November 30, 2018
On Thursday, 29 November 2018 at 14:58:49 UTC, Steven Schveighoffer wrote:
> On 11/29/18 9:11 AM, Nicholas Wilson wrote:
>> I think deprecating the auto decoding free functions with a message to use `.byChar`, `.byDchar`,`.representation` etc. is really the _only_ practical way forward on this. Yes its slow but it won't cause any breakage. Certainly not silent breakage, deprecation being rather noisy.
>
> When I have free time, I'm going to do all this shit. I'm so sick of autodecoding, and I have a feeling it will break so little code*, that we are wringing our hands over nothing.
>
> -Steve
>
> * The big irony of autodecoding is that literally most of Phobos SPECIFICALLY avoids autodecoding carefully because it's such a performance problem. Removing autodecoding will still work with such workarounds.

Hooray!

I think adding a version like `Phobos_NoAutodecode` so it could be tested with https://git.ikeran.org/dhasenan/dubautotester and people can opt in to it, in parallel with deprecating the auto decoding `front/popFront`.
November 30, 2018
On Thursday, 29 November 2018 at 11:11:19 UTC, Walter Bright wrote:
> I'd remove autodecode tomorrow if I could wave the magic wand. The problem, though, as I point out to you again, is removing it will silently break a great deal of code.
>
> You cannot have it be a deal-breaker both ways.
>
> I'll also emphasize that you can avoid autodecode in your own projects by using .byChar. You are not forced to suffer its depredations in your own code.

A number of people in the D community have made the argument to me that autodecoding difficulties have been largely mitigated by the availability of byChar and byCodeUnit.

My assessment is different. These are valuable primitives. I think they suffice if developing small applications, or applications which need high performance string handling only in limited parts of the code. But I don't think they are sufficient if building larger applications that generally need high performance string handling throughout.

Part my viewpoint is from the perspective of development in team environments.

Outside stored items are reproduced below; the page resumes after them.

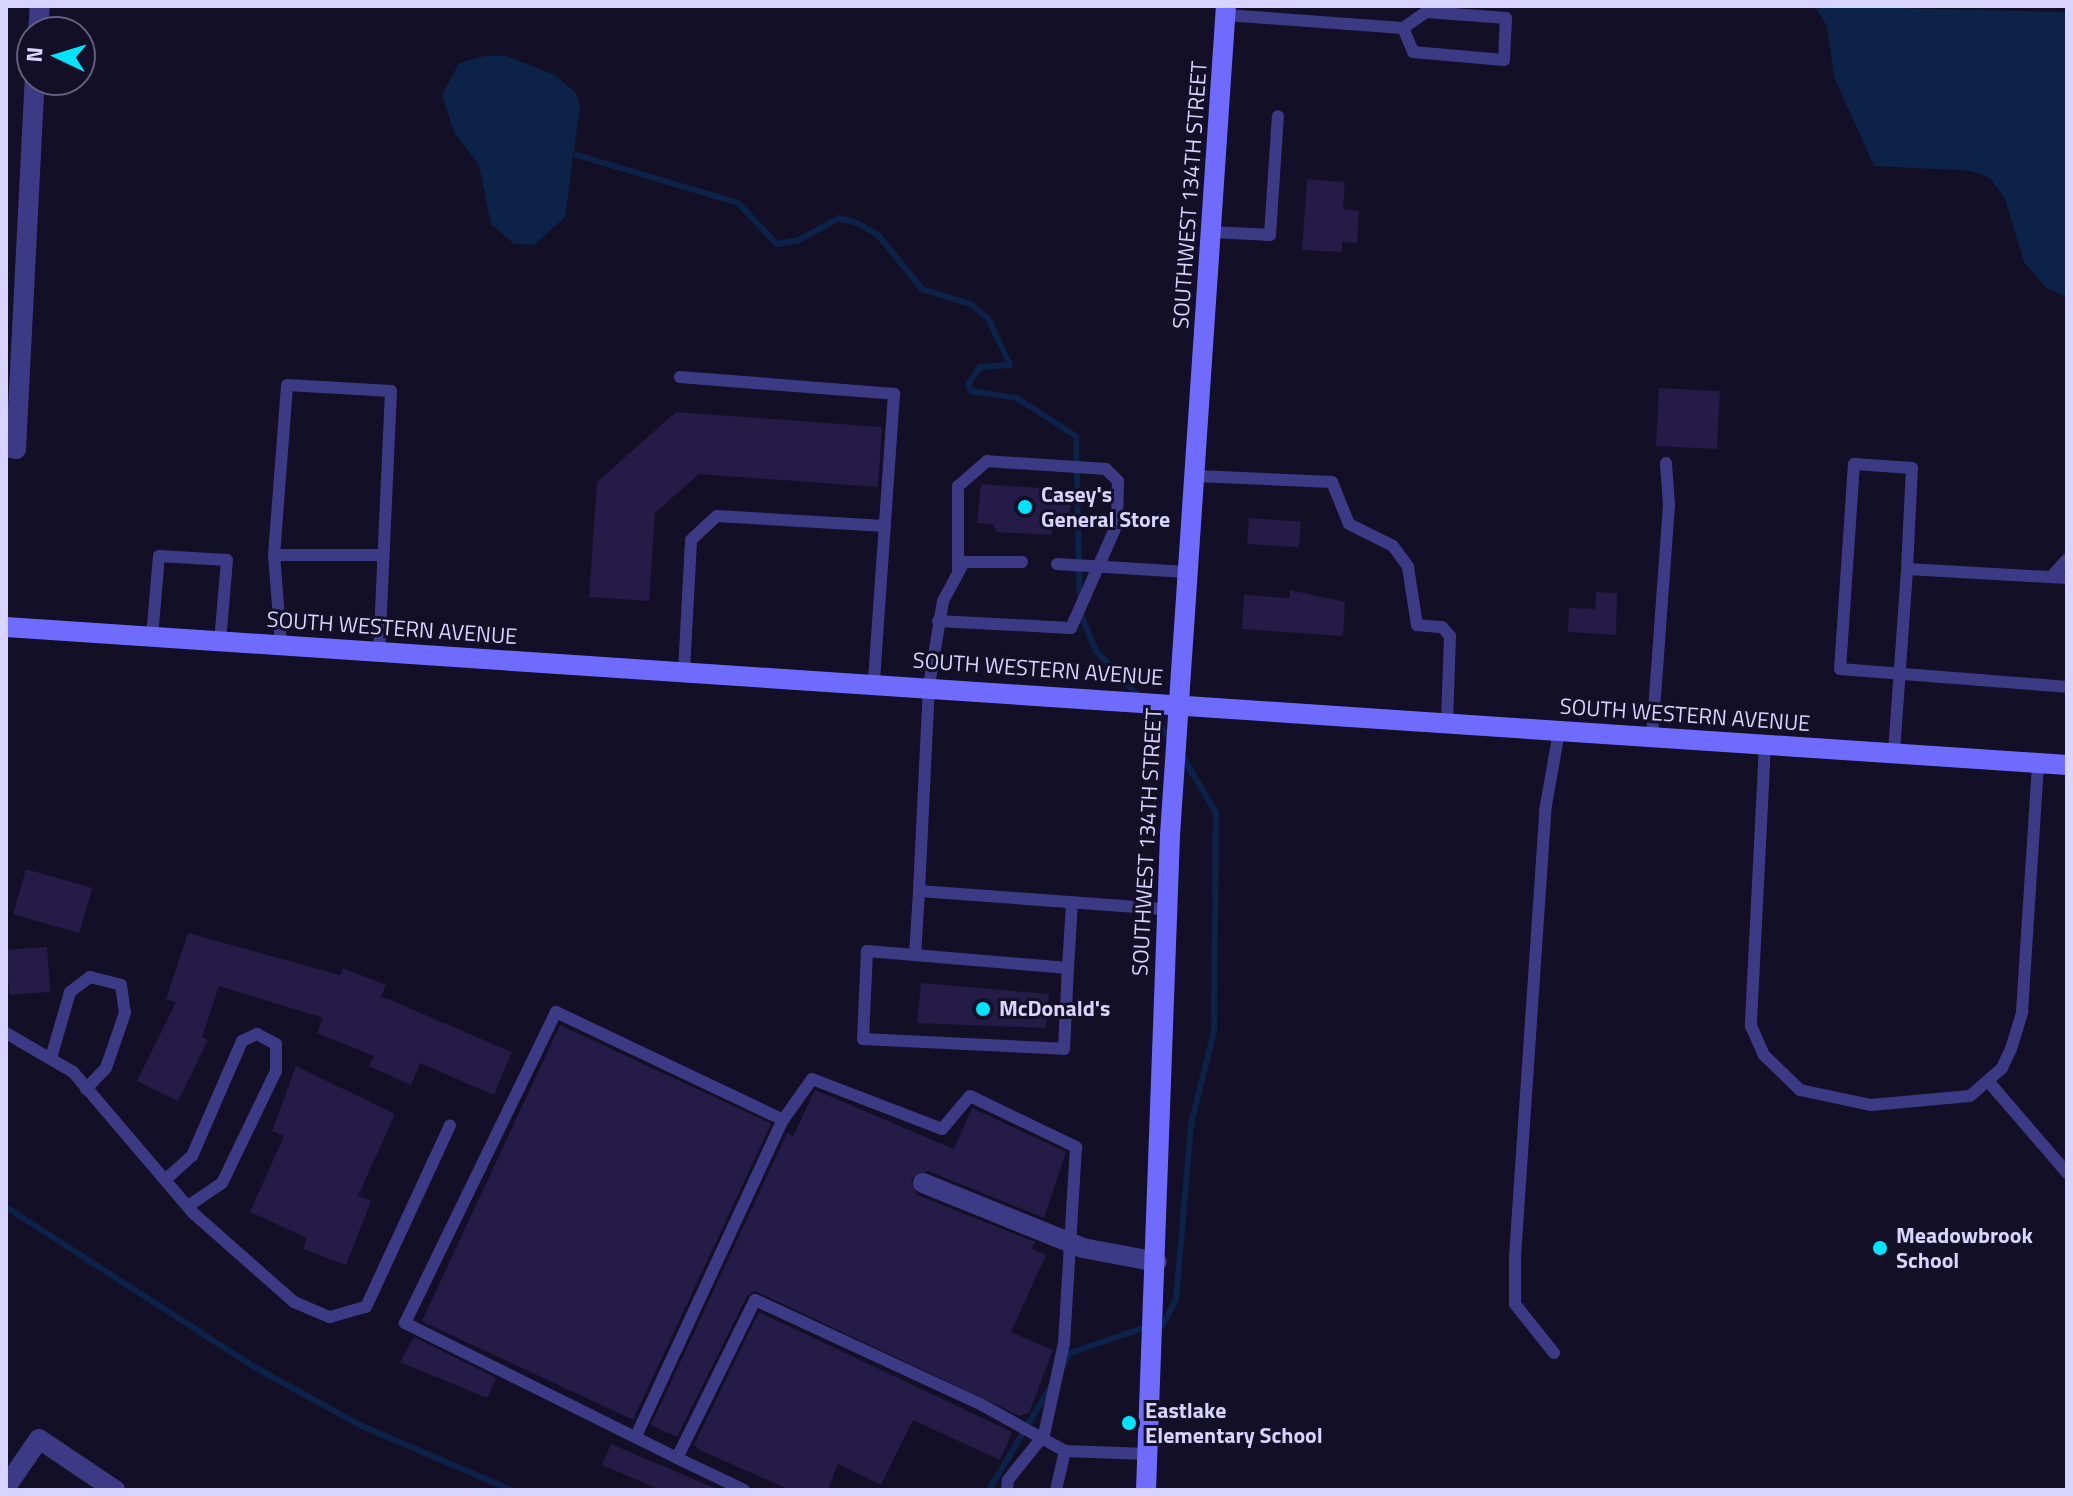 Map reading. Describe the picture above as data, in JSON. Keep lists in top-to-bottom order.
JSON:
{
  "streets": {
    "main road": ["SOUTHWEST 134TH STREET", "SOUTH WESTERN AVENUE"]
  },
  "crossings": [
    ["SOUTHWEST 134TH STREET", "SOUTH WESTERN AVENUE"]
  ],
  "places": [
    "Casey's General Store",
    "McDonald's",
    "Meadowbrook School",
    "Eastlake Elementary School"
  ],
  "north": "left"
} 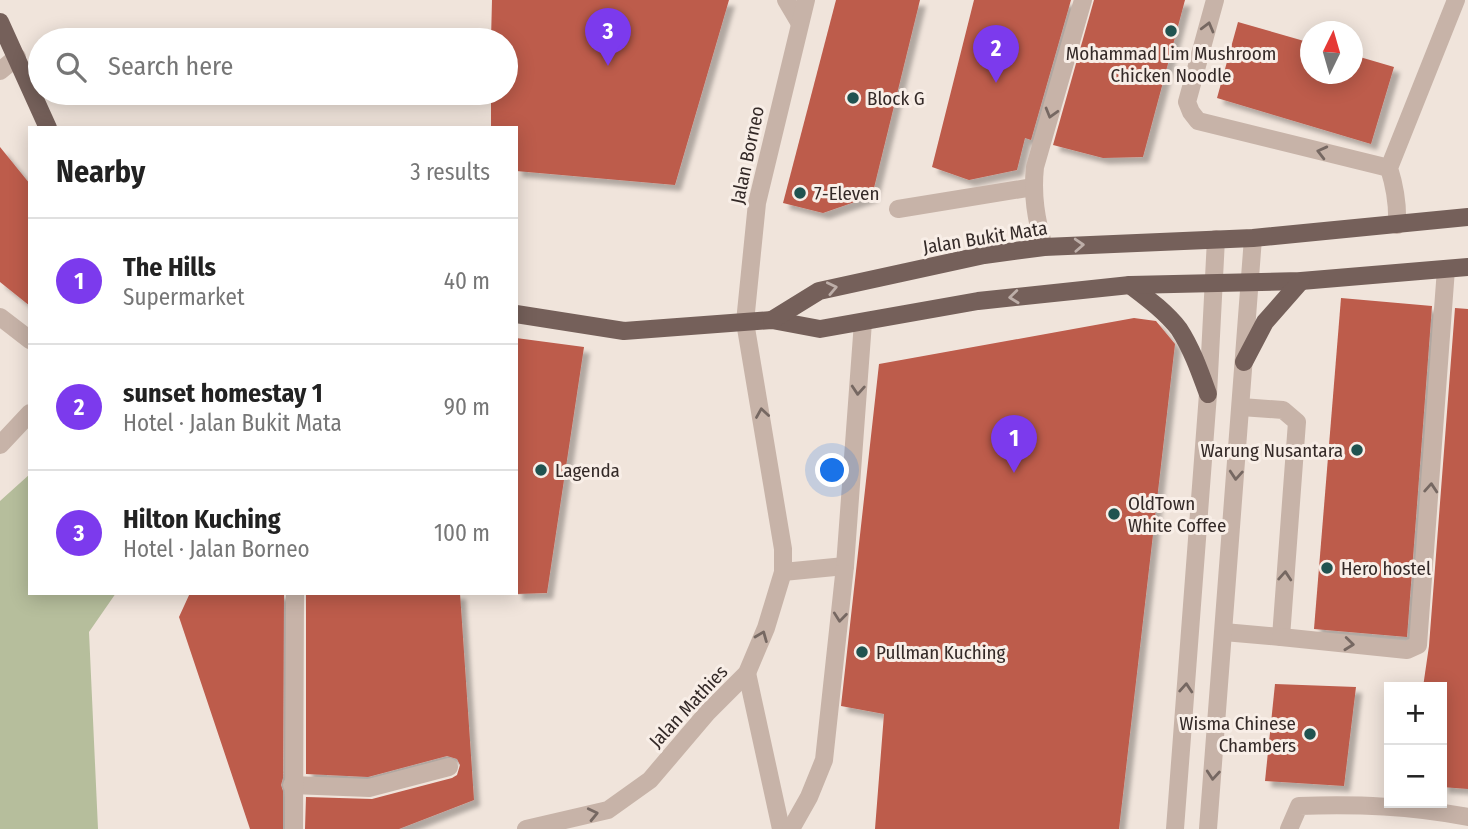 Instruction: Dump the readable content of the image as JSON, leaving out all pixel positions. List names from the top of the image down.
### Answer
{
  "streets": {
    "main road": ["Jalan Bukit Mata"],
    "street": ["Jalan Borneo", "Jalan Mathies"]
  },
  "crossings": [
    ["Jalan Borneo", "Jalan Mathies"]
  ],
  "places": [
    "Mohammad Lim Mushroom Chicken Noodle",
    "Block G",
    "7-Eleven",
    "Warung Nusantara",
    "Lagenda",
    "OldTown White Coffee",
    "Hero hostel",
    "Pullman Kuching",
    "Wisma Chinese Chambers"
  ],
  "north": "top",
  "page": {
    "pins": ["3", "2", "1"],
    "search": "Search here",
    "heading": ["Nearby", "3 results"],
    "list": [
      {
        "mark": "1",
        "name": "The Hills",
        "note": "Supermarket",
        "value": "40 m"
      },
      {
        "mark": "2",
        "name": "sunset homestay 1",
        "note": "Hotel · Jalan Bukit Mata",
        "value": "90 m"
      },
      {
        "mark": "3",
        "name": "Hilton Kuching",
        "note": "Hotel · Jalan Borneo",
        "value": "100 m"
      }
    ],
    "map_buttons": ["+", "−"]
  }
} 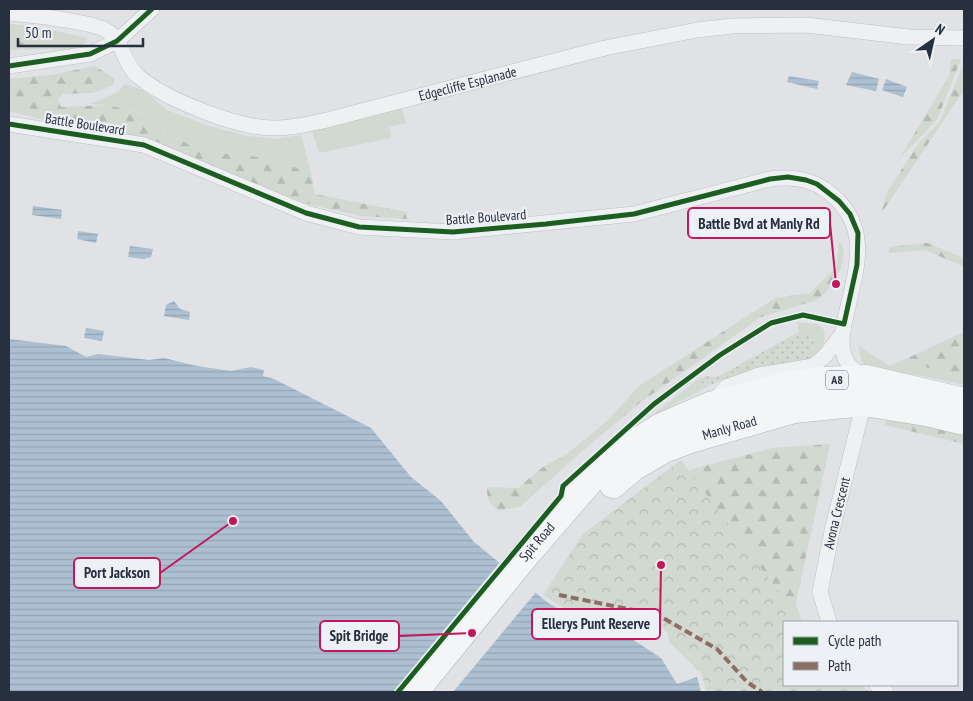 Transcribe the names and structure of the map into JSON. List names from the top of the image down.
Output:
{
  "streets": {
    "highway": ["A8", "Manly Road", "Spit Road"],
    "street": ["Edgecliffe Esplanade", "Battle Boulevard", "Avona Crescent"]
  },
  "crossings": [
    ["Battle Boulevard", "Manly Road"],
    ["Battle Boulevard", "Avona Crescent"],
    ["Manly Road", "Avona Crescent"],
    ["Manly Road", "Spit Road"]
  ],
  "places": [
    "Battle Bvd at Manly Rd",
    "Port Jackson",
    "Ellerys Punt Reserve",
    "Spit Bridge"
  ],
  "legend": ["Cycle path", "Path"],
  "scale_bar": "50 m",
  "north": "top right"
} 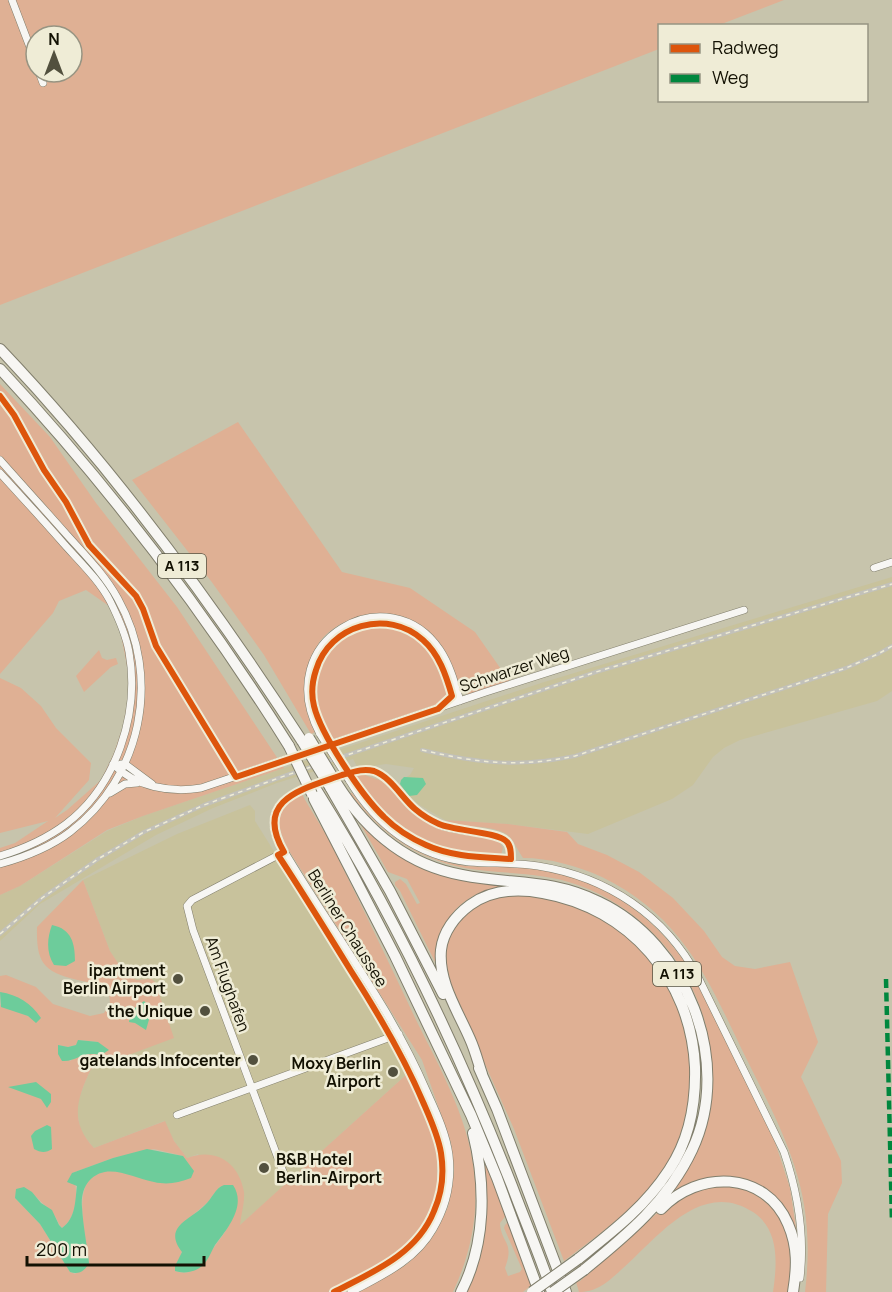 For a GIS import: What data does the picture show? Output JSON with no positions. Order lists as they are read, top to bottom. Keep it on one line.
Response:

Litmus test questions are things like "how much time will be spent in code review checking if autodecoding has been engaged/avoided correctly?"

A specific issue with the byChar/byCodeUnit approach is that the disabling of autodecoding gets dropped in common cases, for example, materializing the range as an array. (An aside, but I have wondered if having a character array type that obeyed/preserved the no-autodecode property would be a material help.)

I'm not trying to suggest how to weigh and tradeoff backward compatibility vs improvements to or elimination of autodecoding. Just trying to shed some light on why some people may have a different assessment of the significance of autodecoding issues.

--Jon
November 30, 2018
On Friday, 30 November 2018 at 00:31:55 UTC, Nicholas Wilson wrote:
> I think adding a version like `Phobos_NoAutodecode` so it could be tested with https://git.ikeran.org/dhasenan/dubautotester and people can opt in to it..

Please don't! This will likely cause some third-party libraries to rely on the switch, while some still rely on autodecoding, making them incompatible!

On the other hand, if we can find a way to similarily mark a single module to not autodecode while others still could, then it's a brilliant idea.

Otherwise, I quess we just have to plain deprectate using char arrays as ranges at all, or leave the whole thing as is.
November 30, 2018
On Friday, 30 November 2018 at 11:22:04 UTC, Dukc wrote:
> [snip]
>
> Please don't! This will likely cause some third-party libraries to rely on the switch, while some still rely on autodecoding, making them incompatible!
>
> On the other hand, if we can find a way to similarily mark a single module to not autodecode while others still could, then it's a brilliant idea.
>
> Otherwise, I quess we just have to plain deprectate using char arrays as ranges at all, or leave the whole thing as is.

Fair point.

Perhaps UDAs? I can't seem to get it to work with static ifs (below). Same thing with template ifs. I tried to do two different versions of foo, one as void foo(T)(@noAutodecode T x) and the other with same signature as below. The problem is with overloads. I can't do void foo(T)(!@noAutodecode T x) and get the right behavior. Support for UDAs on function parameters might need to get improved to make it convenient, but it seems like a natural evolution of the recent change in 2.082.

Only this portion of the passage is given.